(Stored data entries)

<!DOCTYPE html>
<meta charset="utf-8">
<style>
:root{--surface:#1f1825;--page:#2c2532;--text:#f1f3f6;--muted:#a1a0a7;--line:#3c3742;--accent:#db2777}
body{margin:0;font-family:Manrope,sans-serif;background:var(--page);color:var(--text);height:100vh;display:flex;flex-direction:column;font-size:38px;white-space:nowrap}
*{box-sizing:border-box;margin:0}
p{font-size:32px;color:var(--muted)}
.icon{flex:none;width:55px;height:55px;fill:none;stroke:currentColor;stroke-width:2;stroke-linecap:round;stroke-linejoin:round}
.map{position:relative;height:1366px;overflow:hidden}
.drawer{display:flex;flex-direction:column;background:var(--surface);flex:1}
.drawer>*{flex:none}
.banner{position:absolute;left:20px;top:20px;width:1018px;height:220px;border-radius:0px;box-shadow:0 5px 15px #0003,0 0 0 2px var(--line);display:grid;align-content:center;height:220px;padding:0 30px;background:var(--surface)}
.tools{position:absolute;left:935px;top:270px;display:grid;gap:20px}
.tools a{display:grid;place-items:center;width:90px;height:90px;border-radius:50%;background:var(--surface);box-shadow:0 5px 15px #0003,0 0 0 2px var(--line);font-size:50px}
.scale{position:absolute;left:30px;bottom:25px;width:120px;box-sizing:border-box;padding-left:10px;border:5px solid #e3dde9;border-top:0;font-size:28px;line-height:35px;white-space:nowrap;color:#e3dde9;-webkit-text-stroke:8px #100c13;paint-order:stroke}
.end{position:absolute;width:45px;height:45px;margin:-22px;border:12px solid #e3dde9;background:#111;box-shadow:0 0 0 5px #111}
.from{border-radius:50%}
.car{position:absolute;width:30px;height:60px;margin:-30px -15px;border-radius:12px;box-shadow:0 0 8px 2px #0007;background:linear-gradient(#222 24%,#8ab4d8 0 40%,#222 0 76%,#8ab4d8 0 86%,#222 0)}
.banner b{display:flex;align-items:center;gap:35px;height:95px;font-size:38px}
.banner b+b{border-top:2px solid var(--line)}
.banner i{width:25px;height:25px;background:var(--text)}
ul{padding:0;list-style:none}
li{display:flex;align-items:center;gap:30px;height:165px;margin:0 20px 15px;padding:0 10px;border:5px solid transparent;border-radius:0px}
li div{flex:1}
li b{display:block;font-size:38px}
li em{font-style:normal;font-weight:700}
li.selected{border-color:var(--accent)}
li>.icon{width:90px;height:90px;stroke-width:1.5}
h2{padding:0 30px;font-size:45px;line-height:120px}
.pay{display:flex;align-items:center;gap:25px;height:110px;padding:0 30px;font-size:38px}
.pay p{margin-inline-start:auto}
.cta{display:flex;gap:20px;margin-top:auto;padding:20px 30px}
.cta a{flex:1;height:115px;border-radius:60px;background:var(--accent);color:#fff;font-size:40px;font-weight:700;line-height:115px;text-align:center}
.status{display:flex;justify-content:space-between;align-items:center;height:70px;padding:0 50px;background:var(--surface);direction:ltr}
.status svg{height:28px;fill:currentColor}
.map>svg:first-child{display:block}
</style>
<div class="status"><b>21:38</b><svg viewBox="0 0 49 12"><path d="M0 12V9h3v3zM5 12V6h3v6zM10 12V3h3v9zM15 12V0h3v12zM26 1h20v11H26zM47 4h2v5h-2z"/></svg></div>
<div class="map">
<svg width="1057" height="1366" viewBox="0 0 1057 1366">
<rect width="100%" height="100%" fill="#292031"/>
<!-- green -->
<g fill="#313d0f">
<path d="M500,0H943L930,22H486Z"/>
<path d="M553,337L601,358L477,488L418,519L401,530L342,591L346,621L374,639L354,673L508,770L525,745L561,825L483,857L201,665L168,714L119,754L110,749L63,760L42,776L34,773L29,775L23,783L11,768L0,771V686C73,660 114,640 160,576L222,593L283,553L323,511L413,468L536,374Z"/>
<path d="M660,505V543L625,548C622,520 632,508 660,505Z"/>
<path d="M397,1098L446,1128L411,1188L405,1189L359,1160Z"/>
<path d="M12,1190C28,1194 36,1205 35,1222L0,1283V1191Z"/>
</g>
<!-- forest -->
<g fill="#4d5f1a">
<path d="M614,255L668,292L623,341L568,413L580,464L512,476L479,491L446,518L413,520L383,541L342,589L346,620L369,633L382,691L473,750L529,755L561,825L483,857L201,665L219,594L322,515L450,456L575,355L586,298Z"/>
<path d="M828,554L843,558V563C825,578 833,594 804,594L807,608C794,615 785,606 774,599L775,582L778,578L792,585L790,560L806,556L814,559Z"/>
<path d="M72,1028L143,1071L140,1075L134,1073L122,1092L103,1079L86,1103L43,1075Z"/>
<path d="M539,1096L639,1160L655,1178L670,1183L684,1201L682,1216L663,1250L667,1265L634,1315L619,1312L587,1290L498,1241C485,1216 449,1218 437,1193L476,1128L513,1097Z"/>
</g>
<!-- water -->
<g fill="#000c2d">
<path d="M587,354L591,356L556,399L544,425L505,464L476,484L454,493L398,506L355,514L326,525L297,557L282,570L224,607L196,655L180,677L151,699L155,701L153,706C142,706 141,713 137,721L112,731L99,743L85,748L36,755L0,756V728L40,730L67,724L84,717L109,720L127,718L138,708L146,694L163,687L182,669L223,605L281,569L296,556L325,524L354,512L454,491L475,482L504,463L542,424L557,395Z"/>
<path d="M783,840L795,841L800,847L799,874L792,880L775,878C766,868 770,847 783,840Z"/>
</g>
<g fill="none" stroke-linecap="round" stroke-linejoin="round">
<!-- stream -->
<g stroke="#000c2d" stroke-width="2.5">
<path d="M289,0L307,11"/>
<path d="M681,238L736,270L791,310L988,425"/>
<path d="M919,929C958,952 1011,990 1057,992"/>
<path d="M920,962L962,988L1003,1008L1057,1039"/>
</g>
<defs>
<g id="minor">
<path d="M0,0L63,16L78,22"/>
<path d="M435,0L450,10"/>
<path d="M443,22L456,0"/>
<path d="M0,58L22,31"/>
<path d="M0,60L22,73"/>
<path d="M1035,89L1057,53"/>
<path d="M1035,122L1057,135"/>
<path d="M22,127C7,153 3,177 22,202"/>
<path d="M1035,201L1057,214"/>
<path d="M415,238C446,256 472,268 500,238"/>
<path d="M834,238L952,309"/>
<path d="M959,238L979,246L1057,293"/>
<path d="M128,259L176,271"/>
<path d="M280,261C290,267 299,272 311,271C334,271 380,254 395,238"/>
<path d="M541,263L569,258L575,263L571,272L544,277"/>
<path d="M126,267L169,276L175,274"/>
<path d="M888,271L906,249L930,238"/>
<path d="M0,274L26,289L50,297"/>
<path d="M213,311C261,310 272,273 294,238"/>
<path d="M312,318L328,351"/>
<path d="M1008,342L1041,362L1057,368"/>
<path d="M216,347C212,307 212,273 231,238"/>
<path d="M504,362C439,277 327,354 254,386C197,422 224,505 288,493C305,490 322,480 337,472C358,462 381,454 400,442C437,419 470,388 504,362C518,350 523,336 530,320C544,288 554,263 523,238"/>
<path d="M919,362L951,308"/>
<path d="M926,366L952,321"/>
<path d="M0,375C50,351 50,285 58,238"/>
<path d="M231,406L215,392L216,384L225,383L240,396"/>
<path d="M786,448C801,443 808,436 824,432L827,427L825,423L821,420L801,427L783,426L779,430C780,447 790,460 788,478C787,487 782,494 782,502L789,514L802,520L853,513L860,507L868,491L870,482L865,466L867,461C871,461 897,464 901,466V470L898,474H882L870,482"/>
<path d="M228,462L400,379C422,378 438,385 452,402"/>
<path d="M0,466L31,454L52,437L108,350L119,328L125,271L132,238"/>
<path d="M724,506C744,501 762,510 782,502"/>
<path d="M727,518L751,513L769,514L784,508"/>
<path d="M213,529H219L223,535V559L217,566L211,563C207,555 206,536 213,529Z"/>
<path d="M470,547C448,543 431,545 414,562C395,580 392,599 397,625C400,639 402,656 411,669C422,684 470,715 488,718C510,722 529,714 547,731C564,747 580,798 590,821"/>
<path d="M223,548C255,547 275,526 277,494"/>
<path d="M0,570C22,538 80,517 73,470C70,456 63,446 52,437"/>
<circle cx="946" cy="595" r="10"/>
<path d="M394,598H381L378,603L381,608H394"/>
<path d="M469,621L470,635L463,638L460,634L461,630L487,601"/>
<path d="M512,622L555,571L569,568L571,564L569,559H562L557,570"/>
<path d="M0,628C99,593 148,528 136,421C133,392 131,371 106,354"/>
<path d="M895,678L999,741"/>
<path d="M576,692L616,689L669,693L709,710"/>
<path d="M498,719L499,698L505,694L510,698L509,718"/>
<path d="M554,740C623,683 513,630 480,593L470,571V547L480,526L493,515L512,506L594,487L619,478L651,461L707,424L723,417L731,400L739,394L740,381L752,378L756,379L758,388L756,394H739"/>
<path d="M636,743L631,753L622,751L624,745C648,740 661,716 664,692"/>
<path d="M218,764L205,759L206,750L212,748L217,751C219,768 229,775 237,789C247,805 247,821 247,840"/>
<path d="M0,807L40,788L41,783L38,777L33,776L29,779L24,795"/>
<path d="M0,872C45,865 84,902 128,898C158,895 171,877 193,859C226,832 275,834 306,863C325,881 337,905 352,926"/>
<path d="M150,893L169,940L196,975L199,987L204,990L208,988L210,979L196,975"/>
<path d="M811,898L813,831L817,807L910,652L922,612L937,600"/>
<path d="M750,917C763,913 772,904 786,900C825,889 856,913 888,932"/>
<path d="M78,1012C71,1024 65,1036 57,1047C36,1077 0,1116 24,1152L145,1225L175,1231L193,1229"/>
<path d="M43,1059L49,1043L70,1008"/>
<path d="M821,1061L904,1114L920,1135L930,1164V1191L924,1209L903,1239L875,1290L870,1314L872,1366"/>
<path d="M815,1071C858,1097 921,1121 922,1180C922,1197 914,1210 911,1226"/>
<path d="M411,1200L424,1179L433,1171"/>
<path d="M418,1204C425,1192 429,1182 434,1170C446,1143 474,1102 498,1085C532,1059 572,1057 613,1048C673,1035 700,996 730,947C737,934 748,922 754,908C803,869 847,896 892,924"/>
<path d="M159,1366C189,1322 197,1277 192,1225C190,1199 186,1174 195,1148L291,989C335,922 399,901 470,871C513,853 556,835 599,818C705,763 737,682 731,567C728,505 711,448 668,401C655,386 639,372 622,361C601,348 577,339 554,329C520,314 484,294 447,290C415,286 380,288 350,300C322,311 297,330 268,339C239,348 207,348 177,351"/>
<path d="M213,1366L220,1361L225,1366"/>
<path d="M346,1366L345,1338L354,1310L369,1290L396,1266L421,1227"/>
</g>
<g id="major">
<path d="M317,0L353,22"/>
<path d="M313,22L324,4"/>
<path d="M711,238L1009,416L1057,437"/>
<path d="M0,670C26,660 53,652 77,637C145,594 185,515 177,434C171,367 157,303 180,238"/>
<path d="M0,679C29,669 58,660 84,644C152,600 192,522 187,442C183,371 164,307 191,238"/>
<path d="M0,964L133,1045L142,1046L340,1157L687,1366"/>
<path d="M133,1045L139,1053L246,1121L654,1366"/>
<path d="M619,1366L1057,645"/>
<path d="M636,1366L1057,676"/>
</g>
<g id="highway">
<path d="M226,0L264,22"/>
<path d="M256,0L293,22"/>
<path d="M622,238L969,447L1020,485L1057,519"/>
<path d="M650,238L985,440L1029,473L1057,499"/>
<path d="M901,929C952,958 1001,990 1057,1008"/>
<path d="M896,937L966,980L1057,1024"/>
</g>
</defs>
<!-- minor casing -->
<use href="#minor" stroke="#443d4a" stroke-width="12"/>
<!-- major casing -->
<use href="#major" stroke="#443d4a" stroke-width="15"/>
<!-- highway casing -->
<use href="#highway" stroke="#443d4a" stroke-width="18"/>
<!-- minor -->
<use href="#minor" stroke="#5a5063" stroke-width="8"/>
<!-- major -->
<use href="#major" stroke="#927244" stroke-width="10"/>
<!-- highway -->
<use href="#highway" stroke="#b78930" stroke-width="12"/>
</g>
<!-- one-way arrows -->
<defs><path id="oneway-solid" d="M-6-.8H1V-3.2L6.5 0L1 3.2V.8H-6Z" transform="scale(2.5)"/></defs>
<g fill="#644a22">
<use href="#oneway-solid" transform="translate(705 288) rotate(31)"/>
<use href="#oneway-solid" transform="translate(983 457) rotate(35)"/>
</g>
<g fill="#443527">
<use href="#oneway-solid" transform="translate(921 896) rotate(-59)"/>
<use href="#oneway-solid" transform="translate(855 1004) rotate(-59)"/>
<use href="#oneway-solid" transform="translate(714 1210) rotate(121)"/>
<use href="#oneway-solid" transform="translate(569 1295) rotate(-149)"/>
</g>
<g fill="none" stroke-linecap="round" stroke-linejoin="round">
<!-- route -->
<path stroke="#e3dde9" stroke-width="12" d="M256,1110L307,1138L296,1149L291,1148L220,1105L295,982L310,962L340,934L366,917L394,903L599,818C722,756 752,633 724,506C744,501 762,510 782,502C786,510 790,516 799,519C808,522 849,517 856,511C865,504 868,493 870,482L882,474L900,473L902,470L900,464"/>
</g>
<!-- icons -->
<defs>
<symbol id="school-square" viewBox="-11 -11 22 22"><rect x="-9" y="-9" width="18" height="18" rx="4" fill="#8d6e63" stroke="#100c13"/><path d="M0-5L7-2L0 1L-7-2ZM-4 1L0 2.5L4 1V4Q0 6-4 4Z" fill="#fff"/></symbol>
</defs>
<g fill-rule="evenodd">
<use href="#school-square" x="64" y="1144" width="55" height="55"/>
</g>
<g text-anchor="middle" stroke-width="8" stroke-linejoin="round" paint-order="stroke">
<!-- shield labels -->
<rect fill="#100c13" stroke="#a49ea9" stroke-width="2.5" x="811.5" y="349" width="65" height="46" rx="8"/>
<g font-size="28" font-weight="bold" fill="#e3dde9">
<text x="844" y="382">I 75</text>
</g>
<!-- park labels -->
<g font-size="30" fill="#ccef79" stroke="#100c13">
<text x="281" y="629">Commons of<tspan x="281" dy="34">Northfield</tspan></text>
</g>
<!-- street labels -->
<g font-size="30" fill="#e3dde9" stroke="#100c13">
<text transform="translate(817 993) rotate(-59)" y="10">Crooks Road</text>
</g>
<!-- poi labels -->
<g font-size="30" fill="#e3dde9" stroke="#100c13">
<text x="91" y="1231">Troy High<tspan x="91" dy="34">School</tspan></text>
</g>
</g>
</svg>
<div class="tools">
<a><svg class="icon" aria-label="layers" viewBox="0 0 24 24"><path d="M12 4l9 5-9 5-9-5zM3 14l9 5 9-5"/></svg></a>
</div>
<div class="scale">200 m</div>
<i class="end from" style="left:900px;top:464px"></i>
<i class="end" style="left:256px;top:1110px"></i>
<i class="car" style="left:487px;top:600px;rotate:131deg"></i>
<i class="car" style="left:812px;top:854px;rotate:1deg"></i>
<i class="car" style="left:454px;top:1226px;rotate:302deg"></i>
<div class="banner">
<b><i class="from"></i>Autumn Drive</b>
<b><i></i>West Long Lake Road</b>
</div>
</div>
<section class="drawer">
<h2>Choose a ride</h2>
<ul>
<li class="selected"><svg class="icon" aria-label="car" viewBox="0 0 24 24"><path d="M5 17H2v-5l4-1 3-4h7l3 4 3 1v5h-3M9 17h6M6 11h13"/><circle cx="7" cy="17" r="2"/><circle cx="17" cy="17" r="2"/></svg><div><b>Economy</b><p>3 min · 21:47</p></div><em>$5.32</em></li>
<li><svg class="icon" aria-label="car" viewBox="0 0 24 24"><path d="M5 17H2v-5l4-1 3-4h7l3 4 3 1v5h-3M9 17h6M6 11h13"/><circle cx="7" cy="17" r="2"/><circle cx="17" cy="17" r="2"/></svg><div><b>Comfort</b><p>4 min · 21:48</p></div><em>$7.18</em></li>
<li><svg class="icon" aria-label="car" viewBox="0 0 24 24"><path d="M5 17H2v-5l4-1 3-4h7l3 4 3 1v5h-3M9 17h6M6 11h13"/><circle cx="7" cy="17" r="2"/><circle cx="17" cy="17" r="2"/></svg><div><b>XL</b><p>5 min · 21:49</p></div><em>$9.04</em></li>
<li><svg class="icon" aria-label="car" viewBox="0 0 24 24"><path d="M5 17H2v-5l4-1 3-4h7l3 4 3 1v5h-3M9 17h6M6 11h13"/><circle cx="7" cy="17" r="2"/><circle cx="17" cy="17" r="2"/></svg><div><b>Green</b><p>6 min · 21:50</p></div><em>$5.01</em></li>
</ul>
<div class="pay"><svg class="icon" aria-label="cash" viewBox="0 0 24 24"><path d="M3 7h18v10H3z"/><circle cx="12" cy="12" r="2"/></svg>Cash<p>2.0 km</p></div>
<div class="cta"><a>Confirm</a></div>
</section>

## What this task involves
Scan the entries above for the string "auto", and copy every line where it turns up.

## Task output
.pay p{margin-inline-start:auto}
.cta{display:flex;gap:20px;margin-top:auto;padding:20px 30px}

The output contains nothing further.